WHAT THE TASK ASKS. Within the records that follow, find every line containing the string "from". Copy those lines.

DATA EXTRACTS.
+++++
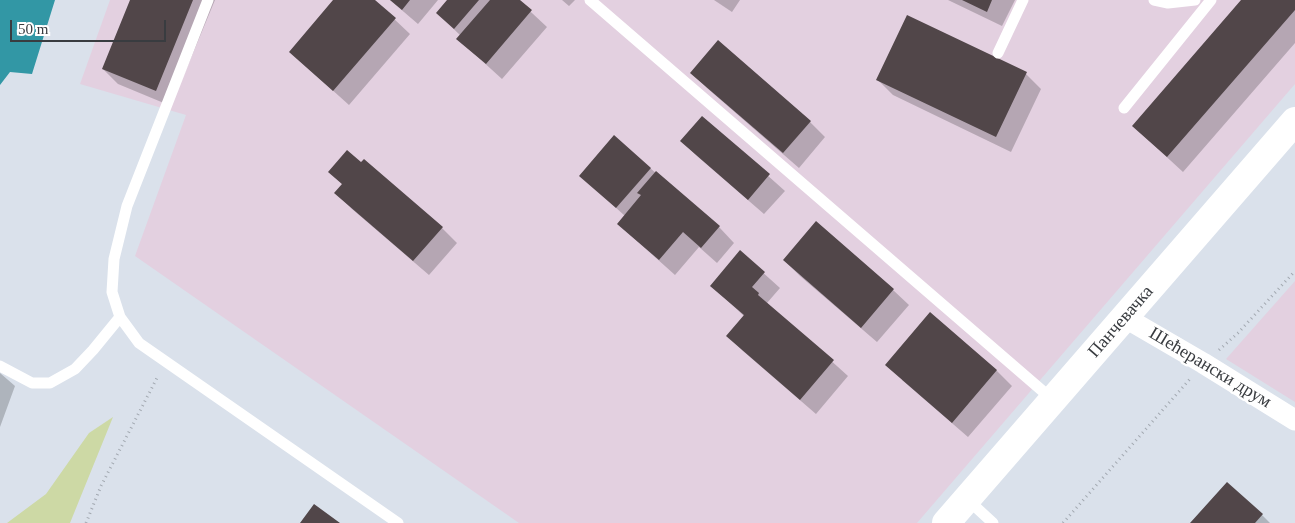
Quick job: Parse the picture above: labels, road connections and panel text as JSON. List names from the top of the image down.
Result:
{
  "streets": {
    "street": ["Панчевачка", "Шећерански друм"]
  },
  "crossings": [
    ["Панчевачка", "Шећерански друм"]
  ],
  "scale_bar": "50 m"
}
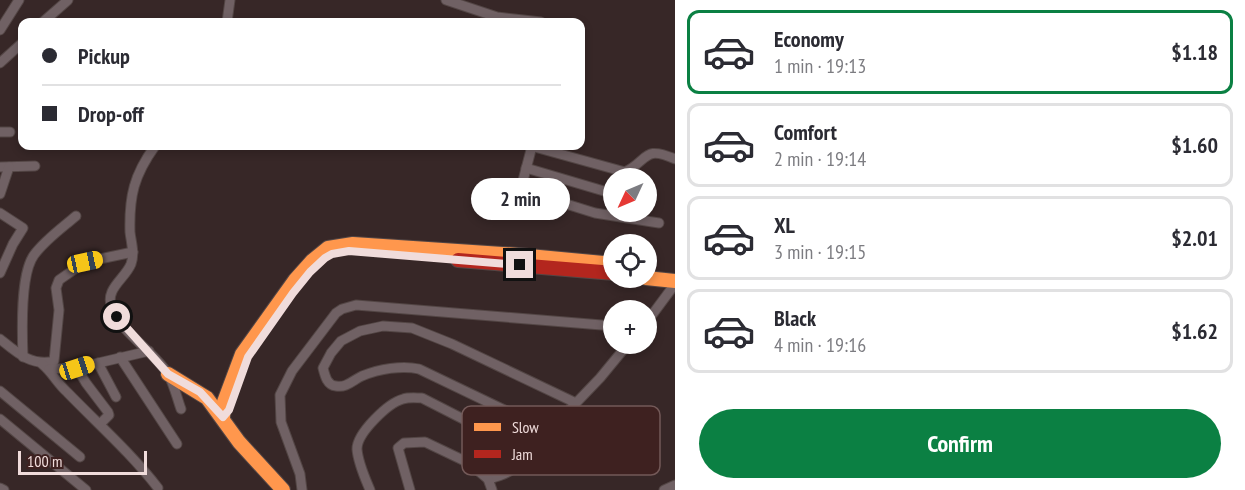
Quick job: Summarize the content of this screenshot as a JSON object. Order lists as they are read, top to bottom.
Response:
+++++
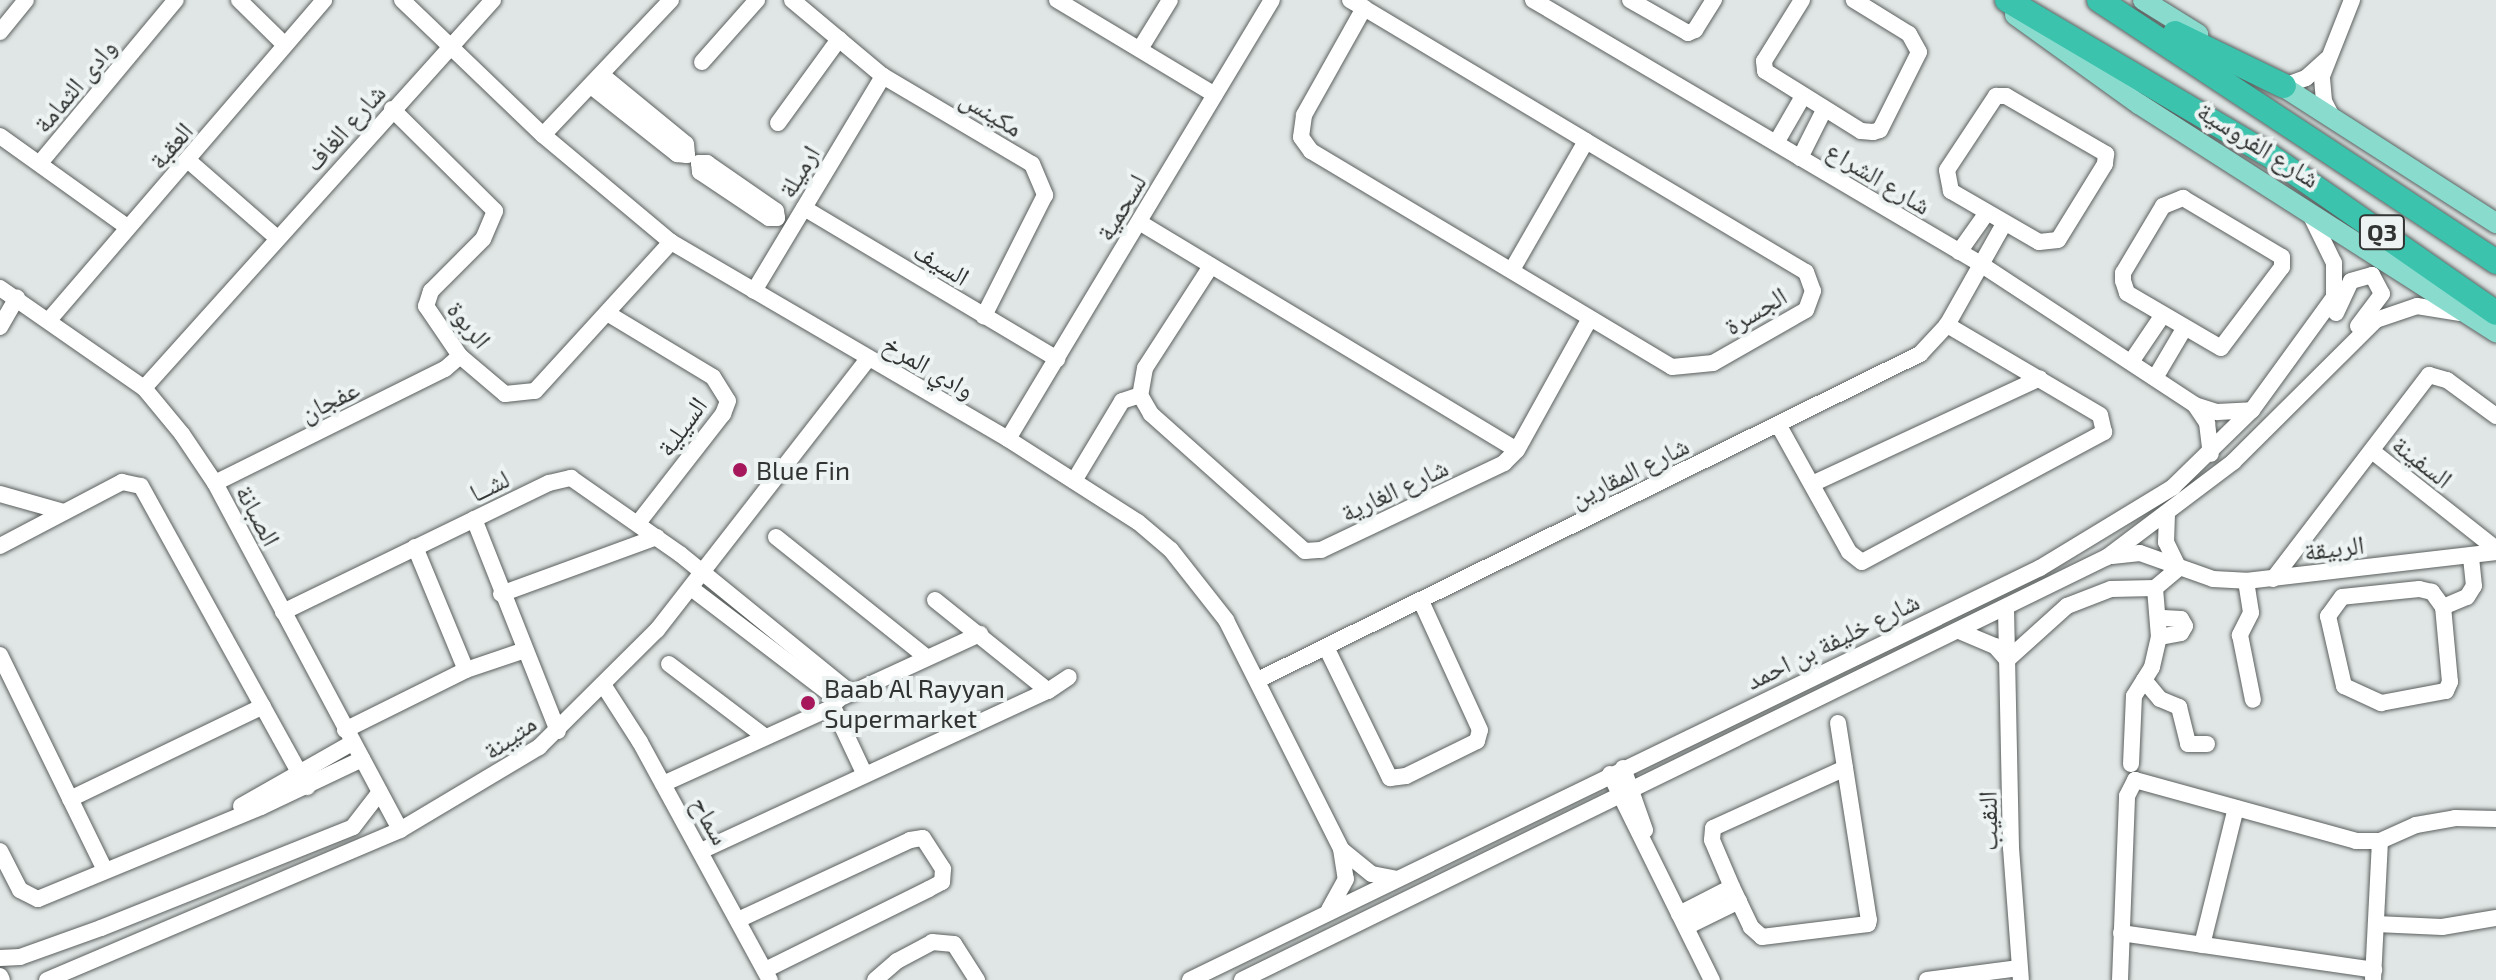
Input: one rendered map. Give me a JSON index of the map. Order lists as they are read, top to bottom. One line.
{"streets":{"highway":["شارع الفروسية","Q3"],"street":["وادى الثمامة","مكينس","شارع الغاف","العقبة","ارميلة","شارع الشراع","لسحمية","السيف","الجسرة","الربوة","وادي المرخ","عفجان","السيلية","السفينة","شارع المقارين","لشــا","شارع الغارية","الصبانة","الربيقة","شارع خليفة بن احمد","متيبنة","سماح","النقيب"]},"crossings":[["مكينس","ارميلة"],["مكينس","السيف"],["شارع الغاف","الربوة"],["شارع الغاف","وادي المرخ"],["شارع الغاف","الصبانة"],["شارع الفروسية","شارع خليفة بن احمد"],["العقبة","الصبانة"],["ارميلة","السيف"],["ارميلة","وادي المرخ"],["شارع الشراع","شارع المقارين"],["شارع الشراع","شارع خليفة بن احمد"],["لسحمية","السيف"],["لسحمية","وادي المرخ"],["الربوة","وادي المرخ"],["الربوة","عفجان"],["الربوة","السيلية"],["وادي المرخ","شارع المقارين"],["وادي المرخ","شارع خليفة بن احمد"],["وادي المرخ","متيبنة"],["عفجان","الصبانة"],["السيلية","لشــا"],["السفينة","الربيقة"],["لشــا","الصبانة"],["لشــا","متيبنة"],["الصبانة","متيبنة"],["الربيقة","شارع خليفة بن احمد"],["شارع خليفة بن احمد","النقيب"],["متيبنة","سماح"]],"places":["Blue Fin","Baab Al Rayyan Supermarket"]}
+++++
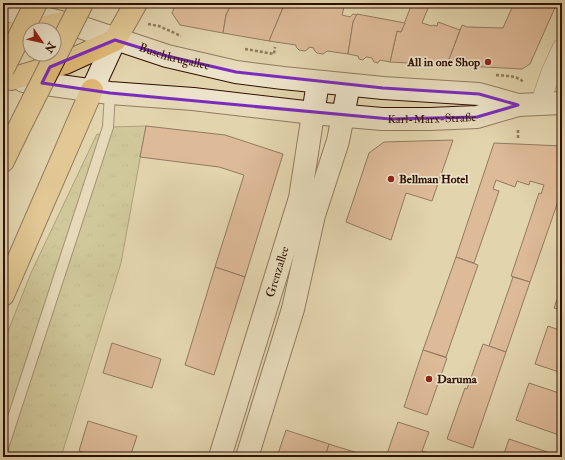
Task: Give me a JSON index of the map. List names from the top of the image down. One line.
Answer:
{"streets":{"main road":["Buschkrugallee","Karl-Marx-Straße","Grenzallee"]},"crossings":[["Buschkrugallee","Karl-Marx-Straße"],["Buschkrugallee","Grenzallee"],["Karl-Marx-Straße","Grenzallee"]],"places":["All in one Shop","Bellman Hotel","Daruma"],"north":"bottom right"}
+++++
ANSWER TO THIS PROBLEM.
Quick job: Parse the picture above: labels, road connections and panel text as JSON. List names from the top of the image down.
Task: Give me a JSON index of the map. List names from the top of the image down. One line.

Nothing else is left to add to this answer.